Wikipedia defines Sophrosyne (Greek: σωφροσύνη) as a Greek philosophical term etymologically meaning healthy-mindedness and from there self-control or moderation guided by knowledge and balance and a deep awareness of one's true self resulting in true happiness.
Sophrosyne was a Greek goddess. She was the spirit of moderation, self-control, temperance, restraint, and discretion. She was considered to be one of the good spirits that escaped Pandora's box. Pandora's box was actually a box given to Pandora (the first human woman created by Gods), which contained all the evil of the world.
I never thought anything good could ever come out of something like that but truly, always expect the unexpected. Thank you the world of internet for teaching me everything I need to know, regardless to say expect to learn something from everything.

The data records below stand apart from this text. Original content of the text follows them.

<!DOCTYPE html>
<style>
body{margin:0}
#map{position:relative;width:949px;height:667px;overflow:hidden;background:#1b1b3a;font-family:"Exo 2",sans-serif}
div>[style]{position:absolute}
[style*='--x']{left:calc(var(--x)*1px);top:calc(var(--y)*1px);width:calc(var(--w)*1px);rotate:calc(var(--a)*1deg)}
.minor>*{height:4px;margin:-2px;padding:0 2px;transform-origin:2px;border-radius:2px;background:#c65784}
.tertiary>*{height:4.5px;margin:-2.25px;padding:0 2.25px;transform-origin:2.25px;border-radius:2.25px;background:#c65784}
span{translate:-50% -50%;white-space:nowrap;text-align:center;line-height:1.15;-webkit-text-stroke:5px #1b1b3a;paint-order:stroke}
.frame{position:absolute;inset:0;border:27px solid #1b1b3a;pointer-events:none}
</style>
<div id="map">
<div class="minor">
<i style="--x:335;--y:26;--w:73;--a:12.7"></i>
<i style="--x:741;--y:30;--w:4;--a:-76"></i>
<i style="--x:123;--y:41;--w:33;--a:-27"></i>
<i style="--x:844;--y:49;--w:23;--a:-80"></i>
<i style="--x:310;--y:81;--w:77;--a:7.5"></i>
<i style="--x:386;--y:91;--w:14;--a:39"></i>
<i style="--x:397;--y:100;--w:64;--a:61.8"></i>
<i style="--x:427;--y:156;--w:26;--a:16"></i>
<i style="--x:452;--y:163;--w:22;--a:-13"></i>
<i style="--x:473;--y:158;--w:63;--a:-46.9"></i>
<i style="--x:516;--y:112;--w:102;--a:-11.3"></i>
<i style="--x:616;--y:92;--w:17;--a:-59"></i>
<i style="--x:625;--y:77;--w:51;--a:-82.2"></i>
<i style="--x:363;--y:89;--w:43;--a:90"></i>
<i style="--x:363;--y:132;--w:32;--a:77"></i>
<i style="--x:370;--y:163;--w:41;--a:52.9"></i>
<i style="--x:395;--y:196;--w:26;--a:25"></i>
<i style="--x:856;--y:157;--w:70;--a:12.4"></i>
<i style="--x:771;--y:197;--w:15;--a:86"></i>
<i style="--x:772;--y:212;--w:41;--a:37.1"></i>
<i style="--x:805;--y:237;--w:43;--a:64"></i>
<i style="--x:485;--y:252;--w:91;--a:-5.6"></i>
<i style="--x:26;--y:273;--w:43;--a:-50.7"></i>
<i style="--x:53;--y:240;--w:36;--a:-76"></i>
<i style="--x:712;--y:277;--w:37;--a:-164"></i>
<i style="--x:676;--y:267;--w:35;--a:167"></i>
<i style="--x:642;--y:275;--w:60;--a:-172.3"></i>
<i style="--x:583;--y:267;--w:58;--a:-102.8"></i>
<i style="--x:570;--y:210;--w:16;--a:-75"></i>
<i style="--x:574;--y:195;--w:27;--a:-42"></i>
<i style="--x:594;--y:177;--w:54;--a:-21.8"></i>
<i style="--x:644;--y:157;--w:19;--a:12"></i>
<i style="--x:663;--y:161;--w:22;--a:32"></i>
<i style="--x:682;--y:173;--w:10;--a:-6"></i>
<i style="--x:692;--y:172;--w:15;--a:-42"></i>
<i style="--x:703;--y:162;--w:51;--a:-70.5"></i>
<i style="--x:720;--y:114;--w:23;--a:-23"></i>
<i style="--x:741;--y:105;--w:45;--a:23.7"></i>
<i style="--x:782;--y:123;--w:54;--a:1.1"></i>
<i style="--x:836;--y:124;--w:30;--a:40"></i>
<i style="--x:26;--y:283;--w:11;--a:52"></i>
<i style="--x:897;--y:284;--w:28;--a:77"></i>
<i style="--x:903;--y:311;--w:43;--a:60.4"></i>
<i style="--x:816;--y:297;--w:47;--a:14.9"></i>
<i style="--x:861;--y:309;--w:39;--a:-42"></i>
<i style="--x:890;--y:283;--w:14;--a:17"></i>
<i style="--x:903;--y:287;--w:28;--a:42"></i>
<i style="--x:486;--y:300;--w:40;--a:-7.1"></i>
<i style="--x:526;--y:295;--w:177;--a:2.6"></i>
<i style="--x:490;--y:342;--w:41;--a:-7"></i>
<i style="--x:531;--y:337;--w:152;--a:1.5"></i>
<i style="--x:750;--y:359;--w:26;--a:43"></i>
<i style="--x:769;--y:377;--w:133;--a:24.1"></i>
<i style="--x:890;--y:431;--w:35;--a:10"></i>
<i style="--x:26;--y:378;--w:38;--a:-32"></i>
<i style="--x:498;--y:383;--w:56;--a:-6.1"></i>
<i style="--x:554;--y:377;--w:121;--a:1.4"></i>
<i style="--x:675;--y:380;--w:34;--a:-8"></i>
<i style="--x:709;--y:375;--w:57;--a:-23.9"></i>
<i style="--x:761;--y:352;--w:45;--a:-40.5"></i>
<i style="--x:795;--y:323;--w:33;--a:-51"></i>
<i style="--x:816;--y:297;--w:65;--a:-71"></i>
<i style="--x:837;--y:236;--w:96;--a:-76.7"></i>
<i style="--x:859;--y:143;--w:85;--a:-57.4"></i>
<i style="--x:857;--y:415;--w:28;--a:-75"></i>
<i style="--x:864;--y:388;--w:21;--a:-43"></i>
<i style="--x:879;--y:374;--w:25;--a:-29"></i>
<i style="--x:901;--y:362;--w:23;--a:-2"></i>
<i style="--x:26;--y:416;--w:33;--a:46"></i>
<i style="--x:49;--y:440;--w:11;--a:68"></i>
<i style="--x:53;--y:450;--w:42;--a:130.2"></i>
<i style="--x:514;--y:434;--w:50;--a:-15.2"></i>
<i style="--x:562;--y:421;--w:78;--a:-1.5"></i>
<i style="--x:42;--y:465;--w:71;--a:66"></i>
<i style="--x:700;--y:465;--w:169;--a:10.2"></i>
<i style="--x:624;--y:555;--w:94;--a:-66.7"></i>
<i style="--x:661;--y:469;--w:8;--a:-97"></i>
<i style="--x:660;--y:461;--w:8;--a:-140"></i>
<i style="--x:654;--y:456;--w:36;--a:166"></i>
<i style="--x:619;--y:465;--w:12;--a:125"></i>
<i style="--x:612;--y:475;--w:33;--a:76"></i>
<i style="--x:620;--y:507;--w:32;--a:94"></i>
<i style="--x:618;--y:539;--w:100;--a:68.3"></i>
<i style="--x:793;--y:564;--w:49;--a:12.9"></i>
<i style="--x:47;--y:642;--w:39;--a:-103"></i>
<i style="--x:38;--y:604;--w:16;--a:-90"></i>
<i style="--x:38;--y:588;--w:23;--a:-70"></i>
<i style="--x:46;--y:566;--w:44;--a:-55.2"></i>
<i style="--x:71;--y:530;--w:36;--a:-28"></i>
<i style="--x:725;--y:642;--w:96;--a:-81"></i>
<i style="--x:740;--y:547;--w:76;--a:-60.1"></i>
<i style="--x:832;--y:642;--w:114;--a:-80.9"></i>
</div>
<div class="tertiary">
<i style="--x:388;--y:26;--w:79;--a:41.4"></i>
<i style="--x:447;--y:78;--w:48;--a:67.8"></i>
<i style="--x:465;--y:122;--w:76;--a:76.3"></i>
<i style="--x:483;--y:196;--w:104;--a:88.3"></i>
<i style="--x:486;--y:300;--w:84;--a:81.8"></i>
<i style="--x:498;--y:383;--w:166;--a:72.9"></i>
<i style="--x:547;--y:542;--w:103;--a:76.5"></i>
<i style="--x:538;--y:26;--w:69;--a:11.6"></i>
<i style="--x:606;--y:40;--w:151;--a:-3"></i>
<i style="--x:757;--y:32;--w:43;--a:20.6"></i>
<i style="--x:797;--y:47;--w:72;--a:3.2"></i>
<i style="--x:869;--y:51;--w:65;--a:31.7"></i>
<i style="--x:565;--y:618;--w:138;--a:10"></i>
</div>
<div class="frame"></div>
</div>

Moderation is not one of my strong suits. I hate to admit but sometimes I get obsessed. I am so full of energy, good vibes and everything positive in the beginning but slowly I start to sail away to a direct direction. I loose interest as fast as I gain it. In no time something new is too old for me. There are a very few things in life I have actually stuck with, up until now and those things are very dear to me. No way in hell I could actually stick to something my heart restraints me from. Its just unnatural. I can't resist something new, I will go to the extremes, but I just cannot hold on to it if my heart says no, simple as that. I guess I need to moderate my life a little. Too much of a good thing in small amounts is good. If you have too much of a good thing, something pleasant becomes unpleasant because you have too much of it, like chocolates. Therefore, moderation is the word of the hour. The problem is moderation works for only a few people and I don't really know if it's going to work for me. I'm not sure if there are flaws. Just different ways of thinking, living, processing, and reacting. All in moderation. I might as well choose to just go with it.
Talking about choosing, making choices is not really my strong suit either. I am indecisive, sometimes paradoxical and hasty when it comes to making decisions. Knowing my weaknesses actually makes me take the right decisions. Needless to say I have plenty of wrong decisions in the bag already but now that I know how I am, I tell myself over and over again 'no hasting and be determined'. I question myself uncountable times and before saying anything I should or shouldn't, I take my time.
Frankly speaking I hate long never ending narratives/articles on How-tos (how to be happy, how to make the right decisions.. blah..blah..) because at the end of the day realization has to come from within. If you want to be happy you’ll find ways to make yourself happy. If you want to make the right decisions you’ll listen to yourself more than you listen to others, because your heart wants what it wants, can’t cheat it by overlapping and over-pouring it with millions of ifs and buts, could haves and would haves.
"Sophrosyne" I have a feeling, that, I will never ever forget this word just because "happiness" carries a deep and true meaning for me in my life and I am on a mission in pursuit of true happiness.. and as for achieving Sophrosyne, I guess first step is to start with a healthy mind and gradually working towards a healthy body (because I'm a lazy bum and love eating and sleeping like a starfish, as my friend used to say and so I love her and miss her. Even though we are apart I feel like we are on the the same boat, sharing the same journey, heading toward the same place just separated by an opaque wall, its a perplexing yet a beautiful relationship.)